WHAT TO DO: For the material that follows, return exactly the lines from the one with "inset:0; background:#0007; transform-origin:0" through the one with "filter:drop-shadow(2px 0 #e8f1f8)", both ends included.

ENTRIES SUPPLIED:
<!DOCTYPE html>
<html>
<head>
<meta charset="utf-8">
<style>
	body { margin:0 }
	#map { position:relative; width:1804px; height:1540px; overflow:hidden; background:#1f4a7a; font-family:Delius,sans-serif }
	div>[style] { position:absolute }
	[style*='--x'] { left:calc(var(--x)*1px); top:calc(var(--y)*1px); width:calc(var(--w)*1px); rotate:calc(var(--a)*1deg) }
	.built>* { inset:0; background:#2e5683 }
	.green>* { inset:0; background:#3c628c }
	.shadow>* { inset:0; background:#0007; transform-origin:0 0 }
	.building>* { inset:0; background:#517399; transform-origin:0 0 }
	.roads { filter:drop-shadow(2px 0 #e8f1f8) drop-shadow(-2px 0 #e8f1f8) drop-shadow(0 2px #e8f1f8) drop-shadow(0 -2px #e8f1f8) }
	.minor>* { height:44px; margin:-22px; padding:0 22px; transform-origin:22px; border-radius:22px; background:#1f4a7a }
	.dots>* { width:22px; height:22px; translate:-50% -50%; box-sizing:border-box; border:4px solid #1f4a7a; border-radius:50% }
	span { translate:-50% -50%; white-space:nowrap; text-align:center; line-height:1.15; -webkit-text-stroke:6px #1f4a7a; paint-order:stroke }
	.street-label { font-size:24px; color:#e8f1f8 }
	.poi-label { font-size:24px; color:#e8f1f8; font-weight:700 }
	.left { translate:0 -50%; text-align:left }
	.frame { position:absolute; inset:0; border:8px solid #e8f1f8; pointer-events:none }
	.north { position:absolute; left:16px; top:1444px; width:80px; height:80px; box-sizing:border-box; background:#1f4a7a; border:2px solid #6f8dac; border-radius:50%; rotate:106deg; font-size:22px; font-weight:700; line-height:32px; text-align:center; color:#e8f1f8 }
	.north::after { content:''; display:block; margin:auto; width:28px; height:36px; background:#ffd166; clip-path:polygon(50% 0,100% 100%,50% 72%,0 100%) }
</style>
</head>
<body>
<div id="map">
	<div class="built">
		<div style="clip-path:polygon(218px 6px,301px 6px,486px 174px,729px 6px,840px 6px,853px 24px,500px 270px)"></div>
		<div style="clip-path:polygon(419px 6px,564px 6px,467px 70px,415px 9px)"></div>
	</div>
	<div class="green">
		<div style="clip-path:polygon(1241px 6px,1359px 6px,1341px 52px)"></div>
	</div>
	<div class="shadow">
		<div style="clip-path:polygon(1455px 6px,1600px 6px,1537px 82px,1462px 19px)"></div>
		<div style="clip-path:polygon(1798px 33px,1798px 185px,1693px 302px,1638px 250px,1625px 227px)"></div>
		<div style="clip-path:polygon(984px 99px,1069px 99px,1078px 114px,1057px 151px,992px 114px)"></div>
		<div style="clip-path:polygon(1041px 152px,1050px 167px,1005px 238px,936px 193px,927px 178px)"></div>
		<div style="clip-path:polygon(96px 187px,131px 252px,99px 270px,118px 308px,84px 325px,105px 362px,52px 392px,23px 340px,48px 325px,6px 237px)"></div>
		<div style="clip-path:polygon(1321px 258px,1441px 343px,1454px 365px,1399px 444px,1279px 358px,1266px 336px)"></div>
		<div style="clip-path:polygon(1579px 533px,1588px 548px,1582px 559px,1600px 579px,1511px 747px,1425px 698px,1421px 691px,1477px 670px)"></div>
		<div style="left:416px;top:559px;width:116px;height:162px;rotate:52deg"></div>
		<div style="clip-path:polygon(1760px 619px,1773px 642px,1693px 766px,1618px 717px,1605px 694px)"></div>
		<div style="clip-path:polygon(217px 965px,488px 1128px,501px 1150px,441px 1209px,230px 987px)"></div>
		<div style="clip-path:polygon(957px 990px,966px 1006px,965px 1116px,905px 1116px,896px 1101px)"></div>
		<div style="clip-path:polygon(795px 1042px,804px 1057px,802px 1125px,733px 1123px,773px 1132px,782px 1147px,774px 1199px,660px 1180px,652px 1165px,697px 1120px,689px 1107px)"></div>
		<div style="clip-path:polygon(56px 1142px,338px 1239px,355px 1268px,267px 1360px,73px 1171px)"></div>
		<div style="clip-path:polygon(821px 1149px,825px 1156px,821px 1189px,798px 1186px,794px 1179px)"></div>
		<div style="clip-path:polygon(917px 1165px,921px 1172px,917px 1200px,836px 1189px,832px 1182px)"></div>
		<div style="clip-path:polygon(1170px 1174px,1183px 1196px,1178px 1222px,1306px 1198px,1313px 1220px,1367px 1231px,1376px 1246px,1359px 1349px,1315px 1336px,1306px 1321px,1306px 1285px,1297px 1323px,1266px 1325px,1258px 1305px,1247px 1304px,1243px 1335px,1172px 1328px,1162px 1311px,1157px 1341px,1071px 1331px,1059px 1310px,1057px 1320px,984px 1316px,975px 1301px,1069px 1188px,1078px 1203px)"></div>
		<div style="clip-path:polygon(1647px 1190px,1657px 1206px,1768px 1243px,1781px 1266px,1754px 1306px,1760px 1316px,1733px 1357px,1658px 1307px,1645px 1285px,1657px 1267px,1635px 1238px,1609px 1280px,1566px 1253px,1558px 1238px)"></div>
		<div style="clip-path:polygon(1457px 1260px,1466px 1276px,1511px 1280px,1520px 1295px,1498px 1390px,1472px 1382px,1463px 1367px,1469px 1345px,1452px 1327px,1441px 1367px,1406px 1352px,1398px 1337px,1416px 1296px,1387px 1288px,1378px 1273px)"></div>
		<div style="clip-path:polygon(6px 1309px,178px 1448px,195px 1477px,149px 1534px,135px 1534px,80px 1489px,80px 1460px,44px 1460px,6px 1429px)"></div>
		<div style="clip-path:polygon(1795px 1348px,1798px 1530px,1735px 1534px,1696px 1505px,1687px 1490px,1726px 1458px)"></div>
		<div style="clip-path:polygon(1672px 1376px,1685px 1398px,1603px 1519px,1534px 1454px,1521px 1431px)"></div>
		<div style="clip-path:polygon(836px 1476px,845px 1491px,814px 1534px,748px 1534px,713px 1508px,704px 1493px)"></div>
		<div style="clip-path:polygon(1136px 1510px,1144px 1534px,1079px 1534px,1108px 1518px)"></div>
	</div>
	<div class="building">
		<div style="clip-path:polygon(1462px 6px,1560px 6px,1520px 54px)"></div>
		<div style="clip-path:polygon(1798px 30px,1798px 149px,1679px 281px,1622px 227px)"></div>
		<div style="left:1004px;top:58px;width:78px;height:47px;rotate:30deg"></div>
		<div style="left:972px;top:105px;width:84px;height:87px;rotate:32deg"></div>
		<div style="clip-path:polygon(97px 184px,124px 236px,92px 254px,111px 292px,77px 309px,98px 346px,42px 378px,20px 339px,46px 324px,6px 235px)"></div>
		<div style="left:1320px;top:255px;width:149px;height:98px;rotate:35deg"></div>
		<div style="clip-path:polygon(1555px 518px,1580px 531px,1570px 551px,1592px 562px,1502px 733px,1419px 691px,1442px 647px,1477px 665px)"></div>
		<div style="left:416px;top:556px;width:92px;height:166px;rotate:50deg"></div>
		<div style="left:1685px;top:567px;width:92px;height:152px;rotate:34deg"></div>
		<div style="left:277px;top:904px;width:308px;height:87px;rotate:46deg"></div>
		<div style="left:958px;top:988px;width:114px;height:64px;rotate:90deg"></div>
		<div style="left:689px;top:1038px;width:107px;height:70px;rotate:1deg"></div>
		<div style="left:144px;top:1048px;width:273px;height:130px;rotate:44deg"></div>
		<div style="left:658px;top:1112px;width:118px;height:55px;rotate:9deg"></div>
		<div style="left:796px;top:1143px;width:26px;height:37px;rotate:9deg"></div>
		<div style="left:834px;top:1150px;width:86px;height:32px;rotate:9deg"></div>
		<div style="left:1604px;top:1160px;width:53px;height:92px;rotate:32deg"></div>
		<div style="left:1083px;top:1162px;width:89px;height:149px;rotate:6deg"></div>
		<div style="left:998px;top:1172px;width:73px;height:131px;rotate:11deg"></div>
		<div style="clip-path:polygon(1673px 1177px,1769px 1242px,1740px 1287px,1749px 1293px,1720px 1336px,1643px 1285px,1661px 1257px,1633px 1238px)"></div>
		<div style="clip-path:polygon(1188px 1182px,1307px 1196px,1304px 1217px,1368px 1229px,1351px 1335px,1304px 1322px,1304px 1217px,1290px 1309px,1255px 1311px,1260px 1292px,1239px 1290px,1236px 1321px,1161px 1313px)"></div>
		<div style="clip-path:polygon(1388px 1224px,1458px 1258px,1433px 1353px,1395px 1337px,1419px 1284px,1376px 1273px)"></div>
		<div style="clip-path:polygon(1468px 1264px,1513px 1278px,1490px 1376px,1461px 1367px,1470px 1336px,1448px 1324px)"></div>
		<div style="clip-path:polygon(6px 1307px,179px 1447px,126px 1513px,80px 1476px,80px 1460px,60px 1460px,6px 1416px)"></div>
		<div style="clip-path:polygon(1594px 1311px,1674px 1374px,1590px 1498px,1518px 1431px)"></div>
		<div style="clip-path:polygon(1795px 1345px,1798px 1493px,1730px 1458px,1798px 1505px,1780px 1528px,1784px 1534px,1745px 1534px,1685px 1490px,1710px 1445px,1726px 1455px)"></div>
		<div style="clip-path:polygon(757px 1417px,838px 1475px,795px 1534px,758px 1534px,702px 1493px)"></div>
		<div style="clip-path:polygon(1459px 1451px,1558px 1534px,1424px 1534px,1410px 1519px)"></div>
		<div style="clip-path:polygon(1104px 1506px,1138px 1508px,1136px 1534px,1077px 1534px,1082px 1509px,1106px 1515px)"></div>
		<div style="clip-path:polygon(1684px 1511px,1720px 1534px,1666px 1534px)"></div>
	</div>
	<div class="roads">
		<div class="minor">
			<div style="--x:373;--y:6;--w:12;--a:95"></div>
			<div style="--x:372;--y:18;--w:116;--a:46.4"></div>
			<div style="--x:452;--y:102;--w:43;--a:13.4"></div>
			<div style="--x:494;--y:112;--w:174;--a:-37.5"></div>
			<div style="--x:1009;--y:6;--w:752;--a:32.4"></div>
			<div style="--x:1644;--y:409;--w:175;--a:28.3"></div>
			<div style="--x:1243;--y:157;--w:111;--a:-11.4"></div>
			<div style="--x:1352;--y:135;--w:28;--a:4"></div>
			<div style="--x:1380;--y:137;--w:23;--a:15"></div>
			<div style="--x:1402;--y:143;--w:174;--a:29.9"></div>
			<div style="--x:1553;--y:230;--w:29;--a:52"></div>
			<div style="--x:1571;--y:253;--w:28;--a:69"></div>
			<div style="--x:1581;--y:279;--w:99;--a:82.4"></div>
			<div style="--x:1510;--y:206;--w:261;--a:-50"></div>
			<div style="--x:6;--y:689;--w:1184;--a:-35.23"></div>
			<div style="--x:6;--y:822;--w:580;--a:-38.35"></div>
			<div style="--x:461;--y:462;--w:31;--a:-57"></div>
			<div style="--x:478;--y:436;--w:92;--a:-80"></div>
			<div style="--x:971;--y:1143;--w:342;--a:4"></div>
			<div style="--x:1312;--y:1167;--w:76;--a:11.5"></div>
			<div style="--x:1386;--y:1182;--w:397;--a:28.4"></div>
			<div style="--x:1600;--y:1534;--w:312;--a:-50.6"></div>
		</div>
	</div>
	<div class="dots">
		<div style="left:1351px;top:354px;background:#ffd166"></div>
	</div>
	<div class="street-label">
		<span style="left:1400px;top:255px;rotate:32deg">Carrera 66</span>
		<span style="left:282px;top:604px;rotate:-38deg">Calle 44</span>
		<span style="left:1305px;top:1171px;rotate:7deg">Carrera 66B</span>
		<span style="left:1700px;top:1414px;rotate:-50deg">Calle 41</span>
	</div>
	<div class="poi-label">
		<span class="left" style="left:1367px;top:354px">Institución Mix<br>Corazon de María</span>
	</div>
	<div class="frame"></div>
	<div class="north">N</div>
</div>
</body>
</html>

ANSWER:
	.shadow>* { inset:0; background:#0007; transform-origin:0 0 }
	.building>* { inset:0; background:#517399; transform-origin:0 0 }
	.roads { filter:drop-shadow(2px 0 #e8f1f8) drop-shadow(-2px 0 #e8f1f8) drop-shadow(0 2px #e8f1f8) drop-shadow(0 -2px #e8f1f8) }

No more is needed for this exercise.